How The BoF Came To Be

Allow me to provide some background before diving in - I'm Jarrett 👋 Formerly a research software developer with the Julia Lab at MIT, I left in 2019 to start Beacon Biosignals with some incredibly talented neuroscience + Julia friends. We’re building technology to render brain monitoring more accessible, interpretable, and actionable, and the Julia ecosystem has played a critical role in many of our early wins.

By early 2020, Beacon had accumulated a lot of interesting work internally that I knew we should open-source/upstream, but perhaps unsurprisingly, it was difficult to actually prioritize doing so when there were so many other pressing concerns competing for our finite bandwidth. I imagined that we weren't the only private entity in the Juliaverse in which the phrase “ah, we should definitely open-source <internal tool> at some point” is commonly uttered but seldom acted upon.

I also recognized that every organization is unique, and the contribution challenges we faced at Beacon might not be the same challenges faced by other industry users. "Wouldn't it be great," I thought, "if us industry folks could get together and hash out strategies for tipping the OSS cost/benefit scales for our organizations?" And thus, the BoF proposal was born.

The rest of this post summarizes the thoughts, ideas, and conclusions that came out of the ensuing discussion at JuliaCon.
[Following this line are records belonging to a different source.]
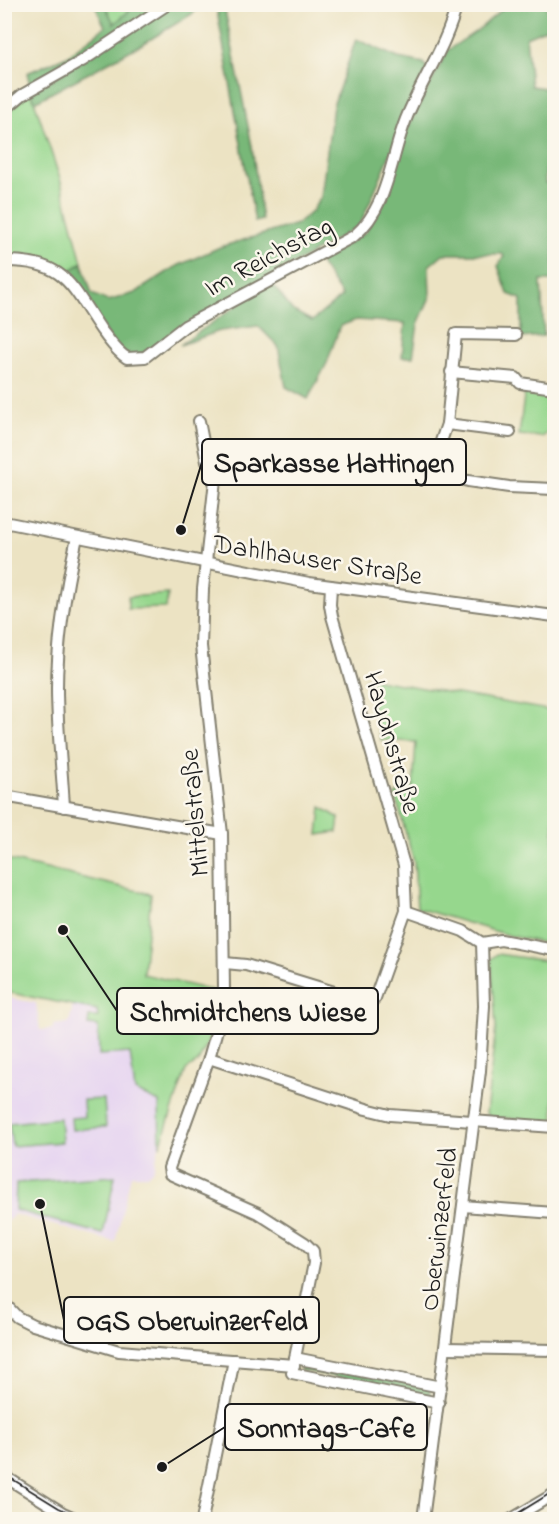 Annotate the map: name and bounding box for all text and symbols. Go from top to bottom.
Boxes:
street label: Im Reichstag [198,208,340,308]
callout: Sparkasse Hattingen [202,439,466,485]
text: Sparkasse Hattingen [214,445,454,487]
street label: Dahlhauser Straße [209,526,426,597]
street label: Haydnstraße [352,667,430,819]
street label: Mittelstraße [171,746,221,878]
callout: Schmidtchens Wiese [117,988,378,1034]
text: Schmidtchens Wiese [130,994,368,1035]
street label: Oberwinzerfeld [411,1145,470,1313]
callout: OGS Oberwinzerfeld [64,1297,319,1343]
text: OGS Oberwinzerfeld [76,1303,308,1344]
callout: Sonntags-Cafe [225,1404,427,1450]
text: Sonntags-Cafe [237,1410,416,1452]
Why Companies Contribute To Julia's OSS Ecosystem

Many early adopters of Julia in industry are already prolific contributors (and employers!) within the Julia open-source software (OSS) ecosystem. Here are a few motivating factors that have pushed these companies to contribute:

Maintaining a community presence is great for recruiting both community collaborators and future FTEs, especially to attract the scientific domain experts that are prevalent in the Julia community.
Open-sourcing a piece of software encourages well-scoped, composable APIs and discourages overcoupling of orthogonal functionality.
Open-sourcing a project encourages structuring/maintaining the project in a manner that keeps the contribution/collaboration barrier low
Improvements to the health/growth of the Julia ecosystem are felt by the companies that contribute to it, as a more robust/featureful ecosystem attracts more great community members and improves productivity for existing community members.
As a language, Julia's strongly compositional nature (and its awesome package manager) makes it relatively intuitive to build and vendor self-contained packages from the get-go. From inception, such packages can be easier to separate from internal/private code than components of traditional monolithic codebases, thus lowering the effort required to publicly release them.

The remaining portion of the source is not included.